#### Task requirements
Return a copy of each line in the listing that includes the word "left".

#### Given records

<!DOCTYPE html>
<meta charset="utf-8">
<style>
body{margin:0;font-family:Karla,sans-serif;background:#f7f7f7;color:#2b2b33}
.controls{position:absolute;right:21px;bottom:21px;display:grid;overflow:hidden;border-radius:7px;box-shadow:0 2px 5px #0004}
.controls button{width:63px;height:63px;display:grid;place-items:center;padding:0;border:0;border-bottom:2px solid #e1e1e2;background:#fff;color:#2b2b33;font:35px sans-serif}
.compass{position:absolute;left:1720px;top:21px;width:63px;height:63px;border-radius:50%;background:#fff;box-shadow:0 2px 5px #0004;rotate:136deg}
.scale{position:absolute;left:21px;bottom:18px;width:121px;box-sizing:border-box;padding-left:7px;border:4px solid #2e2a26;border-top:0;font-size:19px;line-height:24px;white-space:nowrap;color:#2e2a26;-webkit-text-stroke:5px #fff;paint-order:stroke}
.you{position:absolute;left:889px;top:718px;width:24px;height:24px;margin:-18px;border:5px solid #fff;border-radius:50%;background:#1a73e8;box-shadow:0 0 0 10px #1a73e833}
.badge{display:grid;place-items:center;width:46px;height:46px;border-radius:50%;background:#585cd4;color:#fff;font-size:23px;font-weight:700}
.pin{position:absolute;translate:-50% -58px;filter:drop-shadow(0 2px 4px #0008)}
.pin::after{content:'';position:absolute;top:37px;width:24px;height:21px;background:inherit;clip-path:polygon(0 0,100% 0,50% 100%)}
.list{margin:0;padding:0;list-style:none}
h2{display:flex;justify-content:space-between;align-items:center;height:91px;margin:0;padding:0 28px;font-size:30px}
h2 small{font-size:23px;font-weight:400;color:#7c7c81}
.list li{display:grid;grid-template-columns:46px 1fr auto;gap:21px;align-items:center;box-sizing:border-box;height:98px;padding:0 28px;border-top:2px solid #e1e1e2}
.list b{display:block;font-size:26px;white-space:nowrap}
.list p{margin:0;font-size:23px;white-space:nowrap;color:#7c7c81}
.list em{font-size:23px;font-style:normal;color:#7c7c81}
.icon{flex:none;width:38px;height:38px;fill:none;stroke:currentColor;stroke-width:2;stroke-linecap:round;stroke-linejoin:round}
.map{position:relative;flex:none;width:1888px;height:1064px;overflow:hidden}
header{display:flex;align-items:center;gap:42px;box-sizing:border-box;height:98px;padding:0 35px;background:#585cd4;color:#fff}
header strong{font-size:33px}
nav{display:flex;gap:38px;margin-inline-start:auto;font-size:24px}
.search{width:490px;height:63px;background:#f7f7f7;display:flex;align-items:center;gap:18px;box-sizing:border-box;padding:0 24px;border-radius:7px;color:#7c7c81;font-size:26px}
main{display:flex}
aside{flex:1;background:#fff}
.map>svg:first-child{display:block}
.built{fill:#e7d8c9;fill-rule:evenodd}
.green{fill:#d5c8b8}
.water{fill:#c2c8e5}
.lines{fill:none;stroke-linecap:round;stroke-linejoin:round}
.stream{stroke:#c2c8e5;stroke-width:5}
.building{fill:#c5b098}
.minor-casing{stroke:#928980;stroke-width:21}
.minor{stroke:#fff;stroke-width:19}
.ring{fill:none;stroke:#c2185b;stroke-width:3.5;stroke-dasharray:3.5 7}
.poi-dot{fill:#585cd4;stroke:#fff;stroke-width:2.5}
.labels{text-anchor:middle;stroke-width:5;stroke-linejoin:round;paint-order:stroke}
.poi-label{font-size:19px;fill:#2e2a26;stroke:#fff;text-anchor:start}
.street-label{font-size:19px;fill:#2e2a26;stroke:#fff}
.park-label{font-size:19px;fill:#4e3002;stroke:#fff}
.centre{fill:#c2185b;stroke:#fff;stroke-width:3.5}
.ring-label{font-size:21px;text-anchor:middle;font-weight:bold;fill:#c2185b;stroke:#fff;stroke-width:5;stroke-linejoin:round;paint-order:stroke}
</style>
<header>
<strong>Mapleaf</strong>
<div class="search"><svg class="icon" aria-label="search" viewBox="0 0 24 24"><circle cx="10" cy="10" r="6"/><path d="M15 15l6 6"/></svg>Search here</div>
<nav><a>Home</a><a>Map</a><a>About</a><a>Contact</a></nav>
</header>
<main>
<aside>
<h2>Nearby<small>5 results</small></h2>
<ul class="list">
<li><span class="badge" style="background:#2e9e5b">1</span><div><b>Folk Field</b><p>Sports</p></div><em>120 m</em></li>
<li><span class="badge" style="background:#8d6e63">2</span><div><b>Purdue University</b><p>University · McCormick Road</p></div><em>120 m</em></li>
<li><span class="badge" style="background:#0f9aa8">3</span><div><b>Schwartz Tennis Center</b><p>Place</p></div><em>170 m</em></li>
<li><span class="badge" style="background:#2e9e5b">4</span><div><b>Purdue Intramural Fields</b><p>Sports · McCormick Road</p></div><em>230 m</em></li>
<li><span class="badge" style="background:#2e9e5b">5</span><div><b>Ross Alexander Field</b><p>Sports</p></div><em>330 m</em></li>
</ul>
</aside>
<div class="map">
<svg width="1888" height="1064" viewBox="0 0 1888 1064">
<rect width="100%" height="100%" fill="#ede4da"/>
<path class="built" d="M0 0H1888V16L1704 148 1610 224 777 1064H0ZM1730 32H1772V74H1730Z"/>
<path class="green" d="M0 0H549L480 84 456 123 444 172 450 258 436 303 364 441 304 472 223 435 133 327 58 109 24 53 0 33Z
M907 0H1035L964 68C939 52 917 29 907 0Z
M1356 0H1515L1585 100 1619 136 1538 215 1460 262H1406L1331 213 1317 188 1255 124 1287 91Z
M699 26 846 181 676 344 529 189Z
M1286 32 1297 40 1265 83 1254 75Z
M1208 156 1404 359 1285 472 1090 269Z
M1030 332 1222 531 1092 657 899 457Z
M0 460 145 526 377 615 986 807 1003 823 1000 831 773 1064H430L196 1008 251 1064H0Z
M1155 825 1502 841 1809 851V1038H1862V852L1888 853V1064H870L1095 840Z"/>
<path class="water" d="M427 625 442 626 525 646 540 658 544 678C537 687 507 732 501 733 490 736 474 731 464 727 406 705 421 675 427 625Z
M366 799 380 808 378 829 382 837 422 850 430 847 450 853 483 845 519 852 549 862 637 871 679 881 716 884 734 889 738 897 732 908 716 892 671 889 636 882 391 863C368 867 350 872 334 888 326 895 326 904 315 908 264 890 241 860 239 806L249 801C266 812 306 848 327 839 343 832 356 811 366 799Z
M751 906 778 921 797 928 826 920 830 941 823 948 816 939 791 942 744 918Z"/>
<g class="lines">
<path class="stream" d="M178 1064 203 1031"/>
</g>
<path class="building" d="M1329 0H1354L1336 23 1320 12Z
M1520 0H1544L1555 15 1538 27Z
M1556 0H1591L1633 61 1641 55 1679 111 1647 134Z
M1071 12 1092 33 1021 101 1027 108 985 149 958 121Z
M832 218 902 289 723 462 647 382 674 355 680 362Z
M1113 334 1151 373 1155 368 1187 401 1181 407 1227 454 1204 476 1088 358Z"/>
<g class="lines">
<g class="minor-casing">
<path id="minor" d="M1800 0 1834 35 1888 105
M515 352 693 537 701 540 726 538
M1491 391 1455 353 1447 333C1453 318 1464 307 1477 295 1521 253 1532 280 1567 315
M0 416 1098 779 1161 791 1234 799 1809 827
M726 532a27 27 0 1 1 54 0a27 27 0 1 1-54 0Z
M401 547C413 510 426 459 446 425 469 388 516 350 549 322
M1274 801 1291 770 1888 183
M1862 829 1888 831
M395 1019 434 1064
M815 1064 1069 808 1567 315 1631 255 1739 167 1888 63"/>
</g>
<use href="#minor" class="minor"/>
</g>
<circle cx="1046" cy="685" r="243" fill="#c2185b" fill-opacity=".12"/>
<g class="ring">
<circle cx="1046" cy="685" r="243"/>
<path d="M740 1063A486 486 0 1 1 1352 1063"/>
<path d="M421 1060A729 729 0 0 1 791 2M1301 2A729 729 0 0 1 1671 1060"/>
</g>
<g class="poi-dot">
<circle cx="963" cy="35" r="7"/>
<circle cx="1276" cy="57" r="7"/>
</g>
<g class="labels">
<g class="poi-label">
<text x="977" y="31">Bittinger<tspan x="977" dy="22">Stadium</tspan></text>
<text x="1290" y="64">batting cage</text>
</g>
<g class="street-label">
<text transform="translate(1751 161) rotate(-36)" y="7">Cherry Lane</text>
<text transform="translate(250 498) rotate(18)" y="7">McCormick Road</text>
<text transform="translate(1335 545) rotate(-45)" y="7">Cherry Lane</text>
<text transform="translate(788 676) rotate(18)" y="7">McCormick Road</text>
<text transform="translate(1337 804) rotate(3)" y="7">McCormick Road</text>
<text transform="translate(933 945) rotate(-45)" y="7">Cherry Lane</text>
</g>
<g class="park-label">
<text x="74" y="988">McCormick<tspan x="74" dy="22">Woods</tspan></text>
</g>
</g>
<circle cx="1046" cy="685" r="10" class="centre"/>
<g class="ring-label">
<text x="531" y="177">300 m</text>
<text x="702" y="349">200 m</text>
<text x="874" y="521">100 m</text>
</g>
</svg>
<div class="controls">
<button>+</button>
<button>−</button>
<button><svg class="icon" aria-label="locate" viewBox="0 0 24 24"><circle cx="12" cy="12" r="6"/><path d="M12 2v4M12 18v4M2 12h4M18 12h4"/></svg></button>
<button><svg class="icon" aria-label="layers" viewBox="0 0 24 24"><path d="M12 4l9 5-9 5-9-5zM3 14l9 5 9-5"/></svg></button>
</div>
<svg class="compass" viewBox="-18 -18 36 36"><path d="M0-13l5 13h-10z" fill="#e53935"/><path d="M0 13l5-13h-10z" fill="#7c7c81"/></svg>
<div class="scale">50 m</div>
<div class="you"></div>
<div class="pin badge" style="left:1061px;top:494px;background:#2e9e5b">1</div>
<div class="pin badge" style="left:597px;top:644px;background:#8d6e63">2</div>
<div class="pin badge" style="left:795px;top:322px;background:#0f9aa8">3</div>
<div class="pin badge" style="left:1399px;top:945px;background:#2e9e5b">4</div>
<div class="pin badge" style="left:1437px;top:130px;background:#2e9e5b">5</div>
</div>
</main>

#### Task response
.compass{position:absolute;left:1720px;top:21px;width:63px;height:63px;border-radius:50%;background:#fff;box-shadow:0 2px 5px #0004;rotate:136deg}
.scale{position:absolute;left:21px;bottom:18px;width:121px;box-sizing:border-box;padding-left:7px;border:4px solid #2e2a26;border-top:0;font-size:19px;line-height:24px;white-space:nowrap;color:#2e2a26;-webkit-text-stroke:5px #fff;paint-order:stroke}
.you{position:absolute;left:889px;top:718px;width:24px;height:24px;margin:-18px;border:5px solid #fff;border-radius:50%;background:#1a73e8;box-shadow:0 0 0 10px #1a73e833}
<div class="pin badge" style="left:1061px;top:494px;background:#2e9e5b">1</div>
<div class="pin badge" style="left:597px;top:644px;background:#8d6e63">2</div>
<div class="pin badge" style="left:795px;top:322px;background:#0f9aa8">3</div>
<div class="pin badge" style="left:1399px;top:945px;background:#2e9e5b">4</div>
<div class="pin badge" style="left:1437px;top:130px;background:#2e9e5b">5</div>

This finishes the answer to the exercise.